▸ Saved data entries
---------------

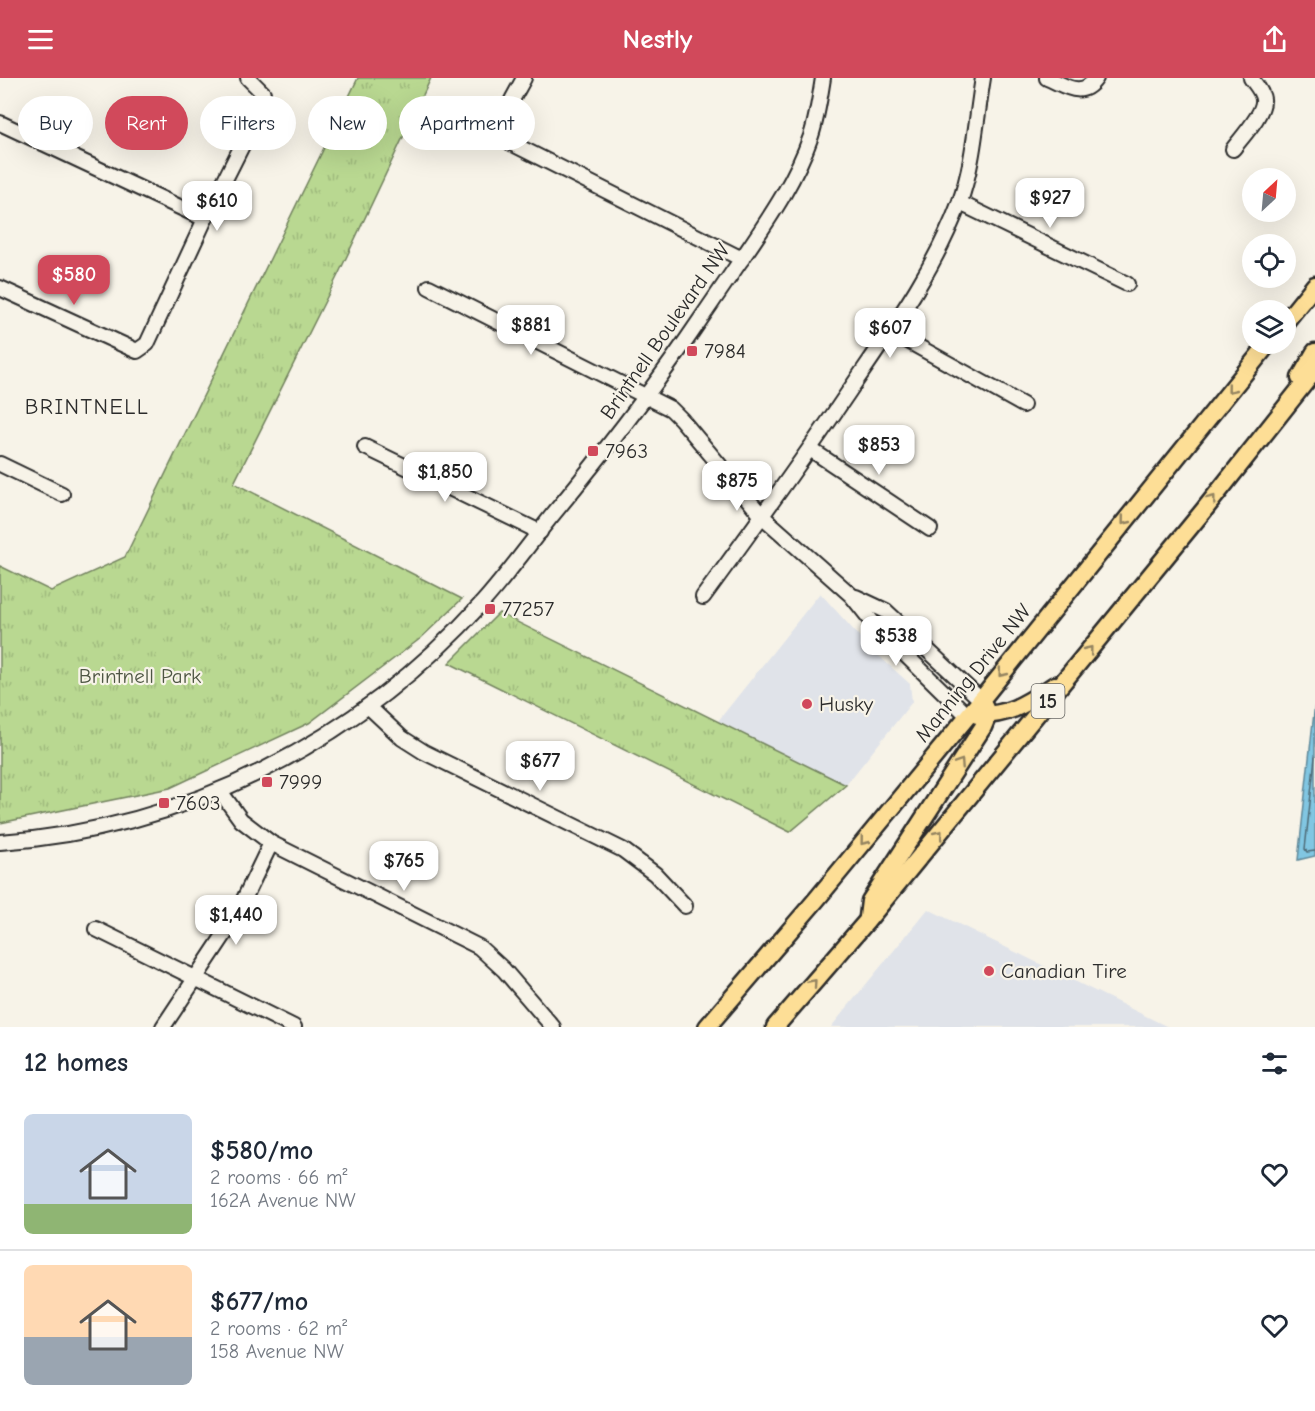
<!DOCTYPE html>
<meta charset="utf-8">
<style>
:root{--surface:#fff;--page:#f2f2f3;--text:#1f2937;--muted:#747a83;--line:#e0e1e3;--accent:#d1495b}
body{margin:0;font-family:"Comic Neue",sans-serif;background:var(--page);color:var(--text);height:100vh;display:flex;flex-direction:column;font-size:22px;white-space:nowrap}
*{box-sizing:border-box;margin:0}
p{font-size:20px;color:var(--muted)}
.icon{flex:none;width:33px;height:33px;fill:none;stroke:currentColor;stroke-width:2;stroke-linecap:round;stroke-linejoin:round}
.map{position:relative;height:949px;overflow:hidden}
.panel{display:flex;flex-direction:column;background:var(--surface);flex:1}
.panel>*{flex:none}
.top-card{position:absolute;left:18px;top:18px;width:600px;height:54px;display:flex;gap:12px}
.needle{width:39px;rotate:26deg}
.fabs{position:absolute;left:1242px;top:90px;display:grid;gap:12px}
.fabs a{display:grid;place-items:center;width:54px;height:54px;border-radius:50%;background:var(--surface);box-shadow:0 6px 24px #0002;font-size:30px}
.price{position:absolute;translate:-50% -51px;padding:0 14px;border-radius:12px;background:#fff;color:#222;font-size:20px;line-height:39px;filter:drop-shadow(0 2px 3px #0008)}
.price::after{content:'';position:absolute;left:50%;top:36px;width:18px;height:14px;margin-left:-9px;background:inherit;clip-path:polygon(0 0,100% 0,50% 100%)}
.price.selected{background:var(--accent);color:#fff}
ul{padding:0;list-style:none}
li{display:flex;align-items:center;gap:18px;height:150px;padding:0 24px}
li+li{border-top:2px solid var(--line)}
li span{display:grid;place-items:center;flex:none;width:168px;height:120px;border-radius:9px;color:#555}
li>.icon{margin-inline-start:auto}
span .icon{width:72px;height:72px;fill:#fffc;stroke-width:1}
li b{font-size:26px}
h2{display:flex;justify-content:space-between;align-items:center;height:72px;padding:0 24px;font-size:26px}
.pill{padding:0 21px;border-radius:27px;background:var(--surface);box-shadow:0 6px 24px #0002;font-size:21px;line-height:54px}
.pill.selected{background:var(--accent);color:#fff}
header{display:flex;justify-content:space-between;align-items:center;height:78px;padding:0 24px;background:var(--accent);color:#fff;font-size:27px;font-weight:800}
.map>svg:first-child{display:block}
.built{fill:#e0e3e9}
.park{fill:url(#park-tufts);stroke:#72825e;stroke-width:1.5}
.water{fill:#81c6e2;stroke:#5f8899;stroke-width:1.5}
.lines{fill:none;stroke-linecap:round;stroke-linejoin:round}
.shore{stroke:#4d6974;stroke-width:1.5}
.minor-casing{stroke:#2b2b2b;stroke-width:18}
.major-casing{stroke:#2b2b2b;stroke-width:21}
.minor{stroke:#f7f3e8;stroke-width:14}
.major{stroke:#fdde96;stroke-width:16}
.oneway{stroke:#948460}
.poi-dot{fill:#d1495b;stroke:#f7f3e8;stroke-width:2}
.labels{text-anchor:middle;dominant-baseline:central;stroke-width:4.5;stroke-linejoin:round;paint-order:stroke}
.shield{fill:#f7f3e8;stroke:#686764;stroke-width:1.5}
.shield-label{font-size:20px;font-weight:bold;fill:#2b2b2b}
.street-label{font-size:21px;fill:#2b2b2b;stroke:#f7f3e8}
.poi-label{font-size:21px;fill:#2b2b2b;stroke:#f7f3e8;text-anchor:start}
.park-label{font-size:21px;fill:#4e5644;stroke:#f7f3e8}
.neighbourhood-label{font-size:22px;letter-spacing:1.5px;fill:#2b2b2b;stroke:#f7f3e8}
</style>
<header><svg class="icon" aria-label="menu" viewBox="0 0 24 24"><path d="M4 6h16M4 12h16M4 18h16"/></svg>Nestly<svg class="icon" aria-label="share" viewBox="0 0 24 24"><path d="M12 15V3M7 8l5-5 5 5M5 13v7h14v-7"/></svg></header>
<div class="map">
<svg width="1315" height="949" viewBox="0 0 1315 949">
<defs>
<pattern id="park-tufts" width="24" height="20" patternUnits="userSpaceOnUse" patternTransform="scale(1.5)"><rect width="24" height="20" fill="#b9d891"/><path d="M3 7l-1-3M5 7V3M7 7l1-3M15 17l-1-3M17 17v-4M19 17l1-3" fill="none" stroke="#9fba7d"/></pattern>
</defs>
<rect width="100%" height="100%" fill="#f7f3e8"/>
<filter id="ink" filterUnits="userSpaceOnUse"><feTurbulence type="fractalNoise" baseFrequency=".0167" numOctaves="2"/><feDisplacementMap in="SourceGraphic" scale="12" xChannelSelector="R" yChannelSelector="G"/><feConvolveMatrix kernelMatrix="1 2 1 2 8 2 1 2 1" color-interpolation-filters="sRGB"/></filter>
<g filter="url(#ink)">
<g class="built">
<path d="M820 515 869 569 910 606 912 624 846 707 718 643Z"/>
<path d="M928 831 1168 949H831Z"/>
</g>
<g class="park">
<path d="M358 0H431L338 197 234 405 462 521 421 560 309 645 170 710 0 745V488L51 513 125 479Z"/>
<path d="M499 535 846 707 790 754 449 585Z"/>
</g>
<path class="water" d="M1315 625V778L1298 782Z"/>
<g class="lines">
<path class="shore" d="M1315 679 1305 771 1307 774 1315 773"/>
<defs>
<g id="minor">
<path d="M524 0C514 20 495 43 509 64L742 181"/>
<path d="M1047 0C1066 8 1082 21 1096 0"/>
<path d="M0 45 205 141"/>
<path d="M1233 71C1241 60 1265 35 1263 21 1262 13 1255 6 1251 0"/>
<path d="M960 125 1127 206"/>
<path d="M429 209 671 331 681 341 762 438 851 517 874 546 967 637"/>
<path d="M0 210 137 273 147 266 205 141 262 28 263 15 248 0"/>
<path d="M890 253 1023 327"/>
<path d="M365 369 540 454"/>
<path d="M810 371 930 451"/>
<path d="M0 386 62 416"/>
<path d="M703 519C755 448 807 376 856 303 895 246 935 190 959 126 974 86 976 41 983 0"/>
<path d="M856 519 886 533 981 622"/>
<path d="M368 628 402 660 424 674 623 772 655 796 685 828"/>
<path d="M220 713 241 742 271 765 479 869 504 892 553 949"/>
<path d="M0 764C187 751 358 663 483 524 507 497 528 468 550 440 598 382 644 323 687 261 705 235 723 208 741 182 768 142 795 104 811 58 817 40 820 19 823 0"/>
<path d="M96 851 294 949"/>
<path d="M163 949 234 842 271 765"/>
</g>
<g id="major">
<path d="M1286 243 1315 207"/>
<path d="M1300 300 1315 274"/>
<path d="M977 637C1010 638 1028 624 1055 607"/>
<path d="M868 839 870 823 983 649 988 637 981 622"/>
<path d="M707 949 816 822 981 622 1268 266"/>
<path d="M775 949 867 843 1204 432 1315 292"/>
</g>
</defs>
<use href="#minor" class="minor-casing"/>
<use href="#major" class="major-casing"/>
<use href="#minor" class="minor"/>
<use href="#major" class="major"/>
</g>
<defs><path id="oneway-chevron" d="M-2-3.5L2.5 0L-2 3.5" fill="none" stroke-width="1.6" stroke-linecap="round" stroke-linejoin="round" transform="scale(1.5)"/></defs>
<g class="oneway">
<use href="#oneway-chevron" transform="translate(1231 311) rotate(129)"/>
<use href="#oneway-chevron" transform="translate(1212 421) rotate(-52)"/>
<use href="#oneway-chevron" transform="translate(1125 443) rotate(129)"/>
<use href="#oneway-chevron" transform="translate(1089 572) rotate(-51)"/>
<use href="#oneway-chevron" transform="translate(1002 595) rotate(129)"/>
<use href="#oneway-chevron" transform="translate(960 685) rotate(-57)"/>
<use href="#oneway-chevron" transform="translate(939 756) rotate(-51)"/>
<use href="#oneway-chevron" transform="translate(864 763) rotate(129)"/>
<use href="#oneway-chevron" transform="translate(813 905) rotate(-49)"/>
</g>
</g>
<g class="poi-dot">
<rect x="686" y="267" width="12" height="12" rx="3"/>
<rect x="587" y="367" width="12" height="12" rx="3"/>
<rect x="484" y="525" width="12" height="12" rx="3"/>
<circle cx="807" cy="626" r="6"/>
<rect x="261" y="698" width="12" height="12" rx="3"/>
<rect x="158" y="719" width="12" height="12" rx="3"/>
<circle cx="989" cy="893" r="6"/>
</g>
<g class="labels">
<rect class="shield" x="1031.5" y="606" width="33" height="34" rx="4.5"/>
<g class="shield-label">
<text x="1048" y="623">15</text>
</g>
<g class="street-label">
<text transform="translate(665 253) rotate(-55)">Brintnell Boulevard NW</text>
<text transform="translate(973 595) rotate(-51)">Manning Drive NW</text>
</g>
<g class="poi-label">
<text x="704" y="273">7984</text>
<text x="605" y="373">7963</text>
<text x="502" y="531">77257</text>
<text x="819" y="626">Husky</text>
<text x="279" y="704">7999</text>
<text x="176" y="725">7603</text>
<text x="1001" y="893">Canadian Tire</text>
</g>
<g class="park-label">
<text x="140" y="598">Brintnell Park</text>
</g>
<g class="neighbourhood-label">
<text x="87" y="329">BRINTNELL</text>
</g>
</g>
</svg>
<div class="fabs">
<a><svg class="needle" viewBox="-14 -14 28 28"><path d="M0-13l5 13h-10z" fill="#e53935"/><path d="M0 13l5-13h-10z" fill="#747a83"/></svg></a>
<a><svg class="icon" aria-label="locate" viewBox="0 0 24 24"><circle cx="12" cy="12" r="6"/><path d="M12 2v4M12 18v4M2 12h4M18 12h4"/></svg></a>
<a><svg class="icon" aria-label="layers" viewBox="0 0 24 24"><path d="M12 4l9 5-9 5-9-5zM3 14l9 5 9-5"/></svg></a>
</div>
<b class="price" style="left:1050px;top:151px">$927</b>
<b class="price" style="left:217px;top:154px">$610</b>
<b class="price selected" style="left:74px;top:228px">$580</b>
<b class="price" style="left:531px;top:278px">$881</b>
<b class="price" style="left:890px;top:281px">$607</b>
<b class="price" style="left:879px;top:398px">$853</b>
<b class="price" style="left:445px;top:425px">$1,850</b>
<b class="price" style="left:737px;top:434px">$875</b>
<b class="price" style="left:896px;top:589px">$538</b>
<b class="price" style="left:540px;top:714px">$677</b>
<b class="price" style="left:404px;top:814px">$765</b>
<b class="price" style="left:236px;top:868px">$1,440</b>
<div class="top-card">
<a class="pill">Buy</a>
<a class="pill selected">Rent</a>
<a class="pill">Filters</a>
<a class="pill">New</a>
<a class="pill">Apartment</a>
</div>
</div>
<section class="panel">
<h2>12 homes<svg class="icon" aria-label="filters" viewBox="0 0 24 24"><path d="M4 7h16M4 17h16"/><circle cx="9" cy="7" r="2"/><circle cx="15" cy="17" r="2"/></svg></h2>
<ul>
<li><span style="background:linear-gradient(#c9d6e8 75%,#8fb573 0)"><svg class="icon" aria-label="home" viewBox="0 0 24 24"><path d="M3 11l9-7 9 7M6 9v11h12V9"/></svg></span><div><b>$580/mo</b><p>2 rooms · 66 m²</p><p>162A Avenue NW</p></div><svg class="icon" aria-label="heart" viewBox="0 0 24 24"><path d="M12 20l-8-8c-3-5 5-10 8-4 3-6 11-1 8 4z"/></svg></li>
<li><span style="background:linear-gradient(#ffd9b3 60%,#9aa5b1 0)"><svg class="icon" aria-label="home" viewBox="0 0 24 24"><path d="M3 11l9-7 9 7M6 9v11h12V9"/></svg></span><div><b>$677/mo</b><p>2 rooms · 62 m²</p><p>158 Avenue NW</p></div><svg class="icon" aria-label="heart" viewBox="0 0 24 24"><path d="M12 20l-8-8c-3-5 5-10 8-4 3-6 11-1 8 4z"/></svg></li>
</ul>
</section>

---------------

Go through the records and pull out each line that includes the word "direction".

▸ Your solution
body{margin:0;font-family:"Comic Neue",sans-serif;background:var(--page);color:var(--text);height:100vh;display:flex;flex-direction:column;font-size:22px;white-space:nowrap}
.panel{display:flex;flex-direction:column;background:var(--surface);flex:1}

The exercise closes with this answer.